Służby otrzymały zgłoszenie w tej sprawie około godziny 11. Jak podała policja, piesi zostali potrąceni na przejściu przez ulicę 1 Maja, tuż przy skrzyżowaniu ze Sławińskiego.
- Doszło do potrącenia matki z dwójką dzieci w wieku trzech i dziesięciu lat. Trzyletnie dziecko jest reanimowane. Wszyscy zostaną przetransportowani do szpitala - poinformowała Monika Helińska z Komendy Powiatowej Policji w Żyrardowie.
Policjantka sprecyzowała, że 74-letni mężczyzna, który fiatem potrącił rodzinę, był trzeźwy.
Przejście bez sygnalizacji
Na miejscu wypadku były dwa zastępy straży pożarnej, pogotowie ratunkowe i policja.
Przejście dla pieszych znajduje się około 50 metrów od siedziby Komendy Powiatowej Państwowej Straży Pożarnej w Żyrardowie. Jak przekazał jej oficer prasowy Piotr Grzelecki, strażacy jako pierwsi zjawili się na miejscu i przystąpili do udzielania pomocy poszkodowanym.
- Na przejściu nie ma sygnalizacji świetlnej. Na jezdni leży zniszczona hulajnoga i prawdopodobnie dziecięcy rowerek - opisywał Tomasz Zieliński z tvnwarszawa.pl.
Jak dodał, na miejsce wypadku zadysponowane zostały dwa śmigłowce LPR. - Dzieci zostały nimi przetransportowane do szpitali w Warszawie. Ich matka została zabrana do szpitala przez karetkę - wyjaśnił.
Jak przekazała później Helińska, trzyletni chłopiec i dziesięcioletnia dziewczynka są w ciężkim stanie.

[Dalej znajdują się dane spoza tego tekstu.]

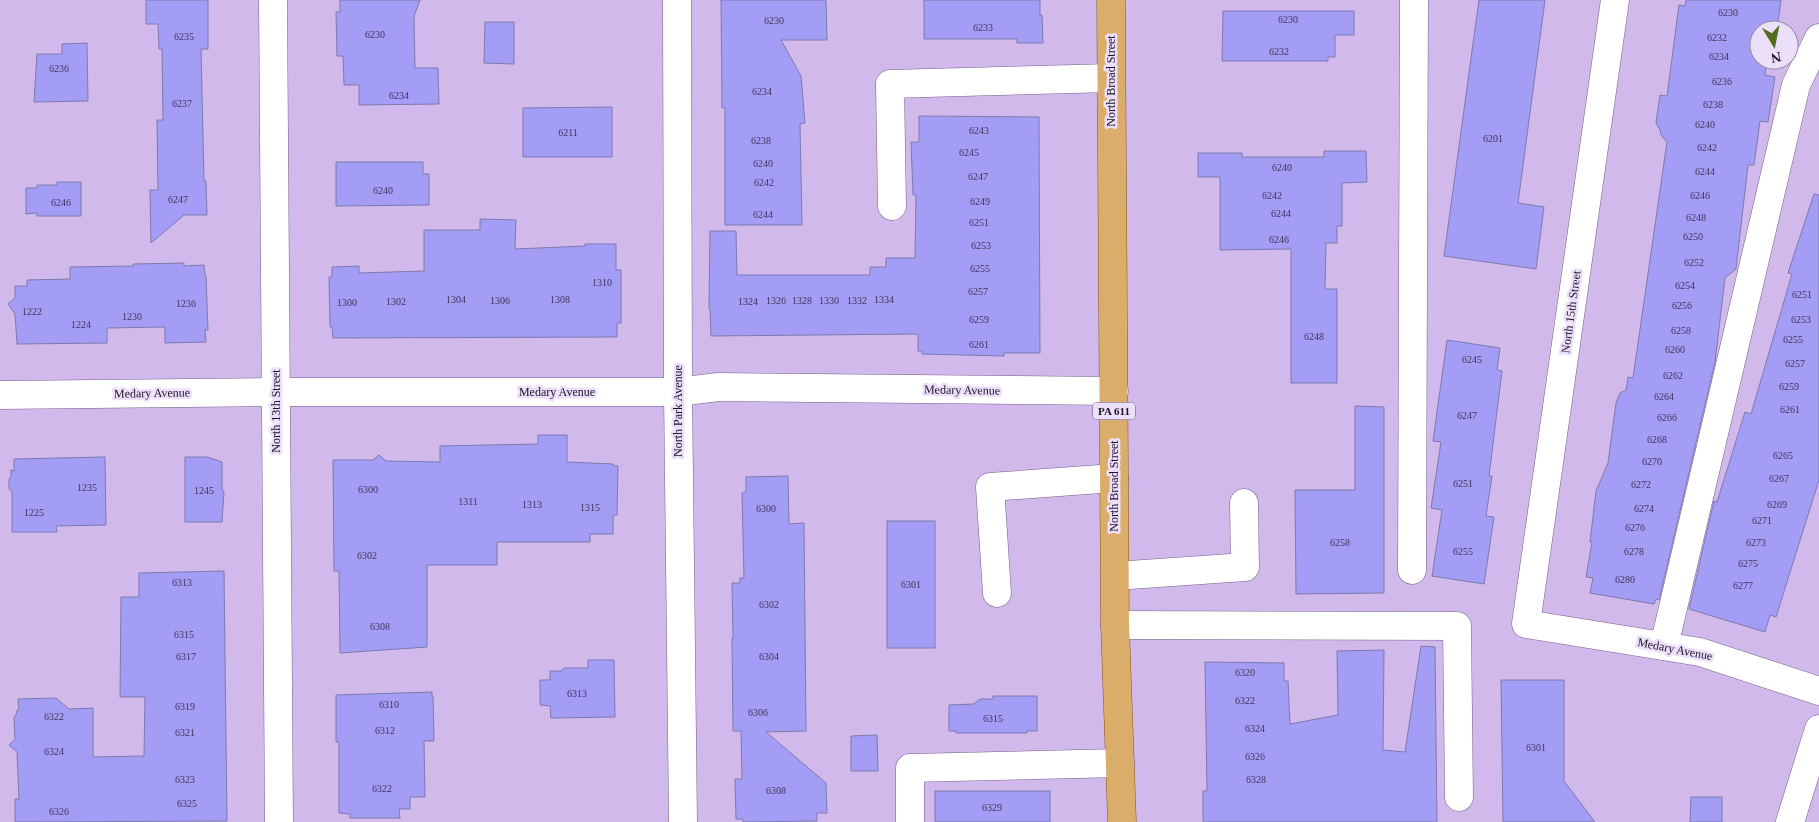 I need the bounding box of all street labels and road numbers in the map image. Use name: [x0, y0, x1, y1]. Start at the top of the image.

W trakcie akcji służb ulica 1 Maja była zablokowana. Utrudnienia zakończyły się po godzinie 13. - Samochód osobowy został odwieziony na lawecie. Policjanci zakończyli już działania w miejscu zdarzenia. Kierowca fiata odjechał z nimi na komendę - zaznaczył nasz reporter.